Since taking over from Pete Rozelle as commissioner of the National Football League, Roger Goodell has made sure that any holes he’s found in the NFL’s gigantic dyke get themselves plugged.
If there is something wrong with the league, whether it’s player behaviour or rules that make little sense, Goodell has been a fixer. He’ll punish idiots who act-out off the field and on and he’ll fix the messes left by GMs and coaches who attend competition committee meetings and pass stupid rules simply as a way to get a leg up on their competition.
Earlier this week, Goodell told the competition committee that he was unhappy with a rule that was really, really stupid and needed to be amended. The Commish said he was going to make “an administrative change” before the post-season began in order to prevent the type of mistake which occurred on Sunday in Pittsburgh from ever happening again.
The change would allow the referee on the field to consult with the replay booth more than once on any specific play. As it is, the referee can talk with the booth only once. That’s stupid. Joe Aiello and I discussed this earlier in the week on 92-CITI-FM. It’s perhaps the dumbest rule in a rulebook filled with dumb rules, but it once again makes clear that the NFL, and especially the NFL’s officials, don’t understand the point of replay.

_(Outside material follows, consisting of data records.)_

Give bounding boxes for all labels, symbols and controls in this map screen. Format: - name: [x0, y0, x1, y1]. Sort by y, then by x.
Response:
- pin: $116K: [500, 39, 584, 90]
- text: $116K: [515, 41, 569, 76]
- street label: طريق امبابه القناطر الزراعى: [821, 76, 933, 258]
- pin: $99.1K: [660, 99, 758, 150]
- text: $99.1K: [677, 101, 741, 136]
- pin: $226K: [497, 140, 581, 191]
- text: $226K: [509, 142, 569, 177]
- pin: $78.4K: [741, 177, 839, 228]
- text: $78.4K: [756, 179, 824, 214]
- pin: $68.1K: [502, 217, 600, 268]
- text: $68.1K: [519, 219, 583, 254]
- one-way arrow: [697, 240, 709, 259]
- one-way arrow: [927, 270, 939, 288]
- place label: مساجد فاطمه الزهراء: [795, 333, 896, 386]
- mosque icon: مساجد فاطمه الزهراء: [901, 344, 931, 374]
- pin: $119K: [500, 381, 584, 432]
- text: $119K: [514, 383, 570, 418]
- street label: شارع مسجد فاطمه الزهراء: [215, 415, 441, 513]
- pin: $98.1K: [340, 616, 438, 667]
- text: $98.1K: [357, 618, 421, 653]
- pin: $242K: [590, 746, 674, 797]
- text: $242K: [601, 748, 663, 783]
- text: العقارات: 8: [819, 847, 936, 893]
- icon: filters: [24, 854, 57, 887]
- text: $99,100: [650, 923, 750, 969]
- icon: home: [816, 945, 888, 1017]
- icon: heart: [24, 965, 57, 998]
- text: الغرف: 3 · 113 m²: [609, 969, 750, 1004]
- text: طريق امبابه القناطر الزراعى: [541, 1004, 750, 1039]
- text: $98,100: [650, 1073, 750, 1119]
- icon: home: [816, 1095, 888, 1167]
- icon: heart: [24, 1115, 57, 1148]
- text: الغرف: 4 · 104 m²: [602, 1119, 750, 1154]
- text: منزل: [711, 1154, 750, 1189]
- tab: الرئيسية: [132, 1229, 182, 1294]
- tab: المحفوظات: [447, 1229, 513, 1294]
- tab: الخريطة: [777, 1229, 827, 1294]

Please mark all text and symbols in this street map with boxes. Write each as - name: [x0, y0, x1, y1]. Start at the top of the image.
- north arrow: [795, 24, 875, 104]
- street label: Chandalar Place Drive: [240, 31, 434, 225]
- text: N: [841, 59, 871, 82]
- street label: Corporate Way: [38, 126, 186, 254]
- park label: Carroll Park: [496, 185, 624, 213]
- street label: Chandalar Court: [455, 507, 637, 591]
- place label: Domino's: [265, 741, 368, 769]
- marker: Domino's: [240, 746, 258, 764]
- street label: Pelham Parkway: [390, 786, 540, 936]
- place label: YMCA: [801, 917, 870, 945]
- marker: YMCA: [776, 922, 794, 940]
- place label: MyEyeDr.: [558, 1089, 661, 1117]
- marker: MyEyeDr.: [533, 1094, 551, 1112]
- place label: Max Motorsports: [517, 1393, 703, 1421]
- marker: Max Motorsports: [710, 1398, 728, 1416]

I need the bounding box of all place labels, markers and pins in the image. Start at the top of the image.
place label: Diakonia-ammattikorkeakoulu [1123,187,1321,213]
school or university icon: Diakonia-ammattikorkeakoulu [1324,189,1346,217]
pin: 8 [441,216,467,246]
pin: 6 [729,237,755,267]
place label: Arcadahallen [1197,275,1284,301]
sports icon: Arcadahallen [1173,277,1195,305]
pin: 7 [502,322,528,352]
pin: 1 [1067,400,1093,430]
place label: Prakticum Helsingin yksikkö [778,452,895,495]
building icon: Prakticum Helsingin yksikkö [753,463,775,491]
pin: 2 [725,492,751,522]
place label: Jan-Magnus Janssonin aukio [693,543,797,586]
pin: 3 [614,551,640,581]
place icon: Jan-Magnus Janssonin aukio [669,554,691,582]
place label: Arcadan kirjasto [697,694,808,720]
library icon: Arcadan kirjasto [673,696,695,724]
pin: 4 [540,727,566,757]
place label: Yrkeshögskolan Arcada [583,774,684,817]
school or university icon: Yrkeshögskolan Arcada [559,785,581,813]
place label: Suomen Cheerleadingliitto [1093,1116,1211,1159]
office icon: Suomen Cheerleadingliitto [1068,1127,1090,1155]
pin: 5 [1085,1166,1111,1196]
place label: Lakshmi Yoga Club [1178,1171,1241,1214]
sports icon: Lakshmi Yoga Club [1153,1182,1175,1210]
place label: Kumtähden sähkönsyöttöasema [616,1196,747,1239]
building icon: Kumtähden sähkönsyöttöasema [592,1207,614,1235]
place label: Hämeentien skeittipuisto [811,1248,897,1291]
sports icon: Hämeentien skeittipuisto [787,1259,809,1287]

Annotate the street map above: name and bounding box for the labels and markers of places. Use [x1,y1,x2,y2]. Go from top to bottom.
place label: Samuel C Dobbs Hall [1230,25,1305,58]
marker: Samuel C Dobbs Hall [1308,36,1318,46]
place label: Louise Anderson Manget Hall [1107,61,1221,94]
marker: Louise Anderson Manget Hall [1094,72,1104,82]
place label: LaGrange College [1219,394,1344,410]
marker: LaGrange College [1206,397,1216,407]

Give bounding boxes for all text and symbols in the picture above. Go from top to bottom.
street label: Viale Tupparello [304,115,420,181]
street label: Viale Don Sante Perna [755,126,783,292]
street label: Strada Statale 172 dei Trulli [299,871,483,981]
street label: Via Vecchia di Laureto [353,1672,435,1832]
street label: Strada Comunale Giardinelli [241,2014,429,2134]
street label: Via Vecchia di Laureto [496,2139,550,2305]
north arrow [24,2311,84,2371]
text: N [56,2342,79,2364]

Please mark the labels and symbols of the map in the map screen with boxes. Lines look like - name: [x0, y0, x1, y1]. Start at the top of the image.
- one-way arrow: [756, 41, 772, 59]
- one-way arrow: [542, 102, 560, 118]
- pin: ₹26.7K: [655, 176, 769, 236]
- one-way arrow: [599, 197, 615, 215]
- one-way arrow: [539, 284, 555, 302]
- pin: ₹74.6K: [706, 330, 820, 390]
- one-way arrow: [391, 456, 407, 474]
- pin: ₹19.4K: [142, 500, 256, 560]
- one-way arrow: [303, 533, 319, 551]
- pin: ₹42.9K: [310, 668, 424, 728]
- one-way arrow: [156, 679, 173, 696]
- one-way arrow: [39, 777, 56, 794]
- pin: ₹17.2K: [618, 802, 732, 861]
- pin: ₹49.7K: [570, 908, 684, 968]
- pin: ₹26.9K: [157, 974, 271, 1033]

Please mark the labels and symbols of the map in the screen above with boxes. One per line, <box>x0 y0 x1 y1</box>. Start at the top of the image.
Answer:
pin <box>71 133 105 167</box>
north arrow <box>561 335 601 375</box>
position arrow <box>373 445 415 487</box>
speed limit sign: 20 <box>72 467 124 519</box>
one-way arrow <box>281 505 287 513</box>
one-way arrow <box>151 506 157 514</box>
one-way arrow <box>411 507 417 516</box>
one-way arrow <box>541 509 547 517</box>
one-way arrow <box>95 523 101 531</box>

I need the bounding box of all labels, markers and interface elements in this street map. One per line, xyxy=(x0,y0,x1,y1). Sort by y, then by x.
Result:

Replay doesn’t exist to second guess officials. It exists as a tool for officials — good ones or bad ones — to make the right call.
Early Sunday evening, when the Pittsburgh Steelers had a touchdown called back because referee Scott Greene was allowed to be a complete bonehead (or a sufferer of sudden football blindness), it cost gamblers and fanatsy players millions of dollars.
Goodell, to his credit, knows that football’s gambling component and that continent full of fantasy games, have helped the NFL reach the pinnacle of all sports leagues in the United States. The last thing Goodell needs to do is piss those people off.
Scott Greene might get himself in trouble if he ever shows up in Vegas. People there were ready to take out his knees after he took Troy Polamalu’s touchdown off the board. That game should have ended 18-10, not 11-10, and those who bet on Pittsburgh should have won and been paid. So what if the NFL’s official stance is that gambling is bad. Gambling has made the NFL what it is today.
In the meantime, Goodell needs to make replay work because heaven knows the officials don’t make all the correct calls. His directive to the competition committee was the right one.